Gunfight at the Chandler Ranch Billy Breakenridge, Richard “Zwing Hunt,” was one of the baddest of the bad hombres.

Billy Breakenridge gunfight chandler ranch true west magazine
Billy Breakenridge.

According to Cochise County Deputy Sheriff, Billy Breakenridge, Richard “Zwing Hunt,” was one of the baddest of the bad hombres in that hell-for-leather county.  Absolutely fearless and an excellent shooter, it was said of Hunt, “He would do to go tiger hunting with.”

Hunt came from Texas and was from a good family but somewhere along the way he took the wrong fork in the road.  He arrived in Arizona with another Texas hellion named Billy Grounds (Boucher). For a spell the two worked as cowboys for the Chiricahua Cattle Company but soon turned to outlawry.  They began by rustling cattle but soon got into more serious criminal acts when they joined an outlaw gang that included Curly Bill Brocius, Johnny Ringo, Jim Hughes Joe Hill, Rattlesnake Bill, Old Man Clanton and his sons Ike and Billy.

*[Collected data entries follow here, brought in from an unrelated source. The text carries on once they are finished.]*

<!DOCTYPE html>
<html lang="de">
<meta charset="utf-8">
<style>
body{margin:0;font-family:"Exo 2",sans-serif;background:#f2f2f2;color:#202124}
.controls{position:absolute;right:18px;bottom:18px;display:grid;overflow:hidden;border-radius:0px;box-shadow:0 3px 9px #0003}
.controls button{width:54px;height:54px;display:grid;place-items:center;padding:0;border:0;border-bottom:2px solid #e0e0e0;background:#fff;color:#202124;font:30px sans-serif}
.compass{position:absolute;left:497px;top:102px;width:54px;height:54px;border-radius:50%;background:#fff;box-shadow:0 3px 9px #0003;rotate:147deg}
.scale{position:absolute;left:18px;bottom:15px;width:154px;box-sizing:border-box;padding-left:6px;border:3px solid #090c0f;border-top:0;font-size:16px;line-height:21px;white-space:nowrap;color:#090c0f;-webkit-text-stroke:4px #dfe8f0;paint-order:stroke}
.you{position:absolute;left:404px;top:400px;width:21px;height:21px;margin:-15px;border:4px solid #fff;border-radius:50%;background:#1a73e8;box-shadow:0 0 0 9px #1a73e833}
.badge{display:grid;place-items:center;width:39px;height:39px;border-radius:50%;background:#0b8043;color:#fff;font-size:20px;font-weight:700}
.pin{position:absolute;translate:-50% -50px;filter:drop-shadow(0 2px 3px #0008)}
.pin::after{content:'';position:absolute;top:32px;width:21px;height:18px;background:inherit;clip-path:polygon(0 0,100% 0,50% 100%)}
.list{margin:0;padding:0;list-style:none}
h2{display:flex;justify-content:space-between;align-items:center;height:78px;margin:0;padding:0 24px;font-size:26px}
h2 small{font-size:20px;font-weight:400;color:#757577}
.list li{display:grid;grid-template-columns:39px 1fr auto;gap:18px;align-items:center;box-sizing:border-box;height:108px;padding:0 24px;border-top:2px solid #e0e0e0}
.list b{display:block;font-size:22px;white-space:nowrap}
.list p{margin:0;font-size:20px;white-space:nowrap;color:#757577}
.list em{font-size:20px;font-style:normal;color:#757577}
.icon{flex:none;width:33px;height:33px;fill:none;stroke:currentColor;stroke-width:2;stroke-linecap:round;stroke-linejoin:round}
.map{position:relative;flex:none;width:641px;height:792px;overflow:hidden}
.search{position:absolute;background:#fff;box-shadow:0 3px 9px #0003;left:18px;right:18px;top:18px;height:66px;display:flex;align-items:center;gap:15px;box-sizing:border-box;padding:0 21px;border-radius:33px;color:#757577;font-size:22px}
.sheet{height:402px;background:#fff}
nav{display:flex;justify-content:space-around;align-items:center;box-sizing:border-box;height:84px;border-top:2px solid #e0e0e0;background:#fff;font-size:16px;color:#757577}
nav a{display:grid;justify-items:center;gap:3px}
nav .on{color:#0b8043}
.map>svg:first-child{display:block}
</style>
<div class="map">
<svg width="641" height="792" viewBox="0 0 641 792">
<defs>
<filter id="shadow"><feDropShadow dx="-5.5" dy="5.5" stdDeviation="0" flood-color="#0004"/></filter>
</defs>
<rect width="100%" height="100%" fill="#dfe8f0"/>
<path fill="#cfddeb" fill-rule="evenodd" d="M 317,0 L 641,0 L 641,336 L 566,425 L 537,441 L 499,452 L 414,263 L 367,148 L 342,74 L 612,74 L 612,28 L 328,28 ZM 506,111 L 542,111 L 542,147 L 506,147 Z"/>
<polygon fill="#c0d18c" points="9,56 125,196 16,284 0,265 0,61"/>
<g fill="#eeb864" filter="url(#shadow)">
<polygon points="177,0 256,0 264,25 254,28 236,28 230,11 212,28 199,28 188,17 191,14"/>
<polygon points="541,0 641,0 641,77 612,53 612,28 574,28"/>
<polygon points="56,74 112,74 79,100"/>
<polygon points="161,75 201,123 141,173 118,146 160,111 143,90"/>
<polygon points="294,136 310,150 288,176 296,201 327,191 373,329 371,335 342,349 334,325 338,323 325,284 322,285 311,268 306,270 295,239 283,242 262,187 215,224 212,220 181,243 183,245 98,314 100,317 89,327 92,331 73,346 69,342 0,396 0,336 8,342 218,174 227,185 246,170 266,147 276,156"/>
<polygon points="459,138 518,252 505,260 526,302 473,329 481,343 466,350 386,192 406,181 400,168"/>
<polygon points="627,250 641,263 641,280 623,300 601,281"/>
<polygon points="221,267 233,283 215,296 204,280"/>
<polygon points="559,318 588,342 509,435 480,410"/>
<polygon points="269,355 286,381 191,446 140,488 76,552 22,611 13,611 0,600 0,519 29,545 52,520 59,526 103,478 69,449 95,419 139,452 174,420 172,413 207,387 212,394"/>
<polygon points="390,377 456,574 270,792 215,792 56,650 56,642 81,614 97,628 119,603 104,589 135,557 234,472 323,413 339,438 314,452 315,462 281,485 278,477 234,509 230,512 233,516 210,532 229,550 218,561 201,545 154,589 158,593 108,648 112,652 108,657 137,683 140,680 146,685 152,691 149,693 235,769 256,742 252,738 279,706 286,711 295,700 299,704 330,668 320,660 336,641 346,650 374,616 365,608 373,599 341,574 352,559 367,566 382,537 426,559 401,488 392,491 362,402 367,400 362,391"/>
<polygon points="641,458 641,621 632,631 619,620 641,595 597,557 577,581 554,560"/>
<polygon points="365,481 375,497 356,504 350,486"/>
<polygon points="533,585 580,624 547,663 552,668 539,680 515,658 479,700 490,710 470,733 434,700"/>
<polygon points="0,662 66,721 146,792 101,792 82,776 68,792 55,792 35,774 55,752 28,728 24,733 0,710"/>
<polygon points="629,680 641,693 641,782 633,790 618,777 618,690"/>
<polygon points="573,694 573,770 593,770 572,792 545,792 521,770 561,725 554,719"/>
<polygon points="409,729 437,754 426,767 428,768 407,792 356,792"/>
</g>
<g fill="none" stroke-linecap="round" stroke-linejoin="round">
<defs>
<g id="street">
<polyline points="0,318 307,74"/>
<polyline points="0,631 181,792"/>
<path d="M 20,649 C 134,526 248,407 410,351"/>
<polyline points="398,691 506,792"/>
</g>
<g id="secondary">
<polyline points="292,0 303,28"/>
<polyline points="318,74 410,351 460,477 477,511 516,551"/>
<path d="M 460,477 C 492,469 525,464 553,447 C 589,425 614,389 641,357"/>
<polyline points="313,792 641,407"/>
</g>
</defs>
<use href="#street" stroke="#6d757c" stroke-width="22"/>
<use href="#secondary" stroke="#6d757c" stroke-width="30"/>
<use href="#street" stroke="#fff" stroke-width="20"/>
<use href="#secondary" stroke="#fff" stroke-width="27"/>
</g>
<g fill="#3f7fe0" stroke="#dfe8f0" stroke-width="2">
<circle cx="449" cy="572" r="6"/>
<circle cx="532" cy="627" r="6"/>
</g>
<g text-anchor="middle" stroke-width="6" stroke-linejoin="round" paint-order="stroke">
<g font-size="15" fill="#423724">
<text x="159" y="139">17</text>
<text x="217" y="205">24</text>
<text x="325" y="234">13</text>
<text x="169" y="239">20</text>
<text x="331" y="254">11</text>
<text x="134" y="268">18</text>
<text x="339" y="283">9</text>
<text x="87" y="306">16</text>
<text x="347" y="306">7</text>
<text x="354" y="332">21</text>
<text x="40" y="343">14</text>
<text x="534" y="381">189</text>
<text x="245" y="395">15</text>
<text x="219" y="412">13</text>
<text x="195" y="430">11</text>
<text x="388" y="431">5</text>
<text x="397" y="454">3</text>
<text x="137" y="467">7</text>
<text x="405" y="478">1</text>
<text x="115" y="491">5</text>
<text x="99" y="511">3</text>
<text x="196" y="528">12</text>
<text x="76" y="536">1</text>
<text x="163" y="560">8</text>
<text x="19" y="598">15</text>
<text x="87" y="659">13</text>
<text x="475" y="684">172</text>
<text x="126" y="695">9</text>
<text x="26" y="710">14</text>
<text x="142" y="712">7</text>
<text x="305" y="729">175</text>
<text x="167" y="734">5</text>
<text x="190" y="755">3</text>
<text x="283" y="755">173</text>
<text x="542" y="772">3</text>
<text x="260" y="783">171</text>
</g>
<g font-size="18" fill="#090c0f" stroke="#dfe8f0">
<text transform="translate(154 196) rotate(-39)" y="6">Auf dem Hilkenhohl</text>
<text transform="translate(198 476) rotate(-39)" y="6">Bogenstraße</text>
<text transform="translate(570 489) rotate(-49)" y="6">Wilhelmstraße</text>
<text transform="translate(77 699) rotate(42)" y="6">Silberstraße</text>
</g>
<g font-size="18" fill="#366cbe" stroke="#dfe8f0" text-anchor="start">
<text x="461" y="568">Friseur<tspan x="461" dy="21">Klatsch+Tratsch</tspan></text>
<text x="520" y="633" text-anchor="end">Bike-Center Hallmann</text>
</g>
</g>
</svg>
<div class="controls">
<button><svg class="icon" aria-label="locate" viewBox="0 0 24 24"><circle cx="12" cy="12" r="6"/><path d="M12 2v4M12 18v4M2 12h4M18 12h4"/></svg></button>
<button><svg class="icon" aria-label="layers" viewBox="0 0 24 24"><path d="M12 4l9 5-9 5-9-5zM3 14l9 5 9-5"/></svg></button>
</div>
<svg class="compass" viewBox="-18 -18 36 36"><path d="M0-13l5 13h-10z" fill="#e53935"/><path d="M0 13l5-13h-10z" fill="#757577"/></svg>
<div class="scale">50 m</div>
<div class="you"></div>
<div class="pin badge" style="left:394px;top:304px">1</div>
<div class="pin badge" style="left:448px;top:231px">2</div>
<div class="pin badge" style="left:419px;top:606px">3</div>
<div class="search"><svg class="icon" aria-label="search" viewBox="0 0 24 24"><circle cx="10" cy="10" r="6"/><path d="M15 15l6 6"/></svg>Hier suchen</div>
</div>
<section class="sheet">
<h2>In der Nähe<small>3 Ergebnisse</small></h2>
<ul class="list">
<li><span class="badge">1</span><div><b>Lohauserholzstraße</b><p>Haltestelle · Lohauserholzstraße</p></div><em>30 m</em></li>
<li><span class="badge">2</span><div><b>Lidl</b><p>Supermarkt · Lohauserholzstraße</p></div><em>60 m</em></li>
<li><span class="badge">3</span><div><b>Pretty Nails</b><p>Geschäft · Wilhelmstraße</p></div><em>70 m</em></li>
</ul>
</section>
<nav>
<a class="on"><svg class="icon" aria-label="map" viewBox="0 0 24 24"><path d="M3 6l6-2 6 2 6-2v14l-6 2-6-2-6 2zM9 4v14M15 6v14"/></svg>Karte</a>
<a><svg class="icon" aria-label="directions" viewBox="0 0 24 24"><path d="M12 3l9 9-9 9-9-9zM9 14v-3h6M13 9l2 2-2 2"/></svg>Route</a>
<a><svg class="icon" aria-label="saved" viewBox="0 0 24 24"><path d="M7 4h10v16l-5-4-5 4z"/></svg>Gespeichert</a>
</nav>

They ambushed a party of Mexicans, led by bandit chieftain, Jose Estrada, who were smuggling gold bullion and gold coin they had sacked from a mission in Monterrey. They killed everyone in the party and left them in what is known today as Skeleton Canyon in the Peloncillo Mountains that straddles the border of Arizona and New Mexico. They buried the spoils somewhere in the canyon and today it remains one of Arizona’s illustrious lost treasure stories.

Apparently, Hunt and Grounds had some other escapades into Mexico.  An alleged deathbed tale by Hunt claimed they rode out of Mexico following a three-month raid with two four-horse wagons loaded with plunder.

Hunt and Grounds hung out with a rough crowd that included, Johnny Ringo, Curly Bill Brocius and the notorious Clanton’s.

Like all lost treasure tales one has to separate fact from fabrication and exaggeration. They may all be connected with the two Skeleton Canyon massacres in 1879 and in July, 1881, along with another in August of that same year at Guadalupe Canyon.

In the fall of 1881 some thirty head of cattle were stolen in the Sulphur Springs Valley and the tracks let to a corral where they had been sold to a local butcher in the town of Charleston on the San Pedro River.  The description of the rustlers matched that of Hunt and Grounds. The pair escaped arrest by hightailing it into Mexico.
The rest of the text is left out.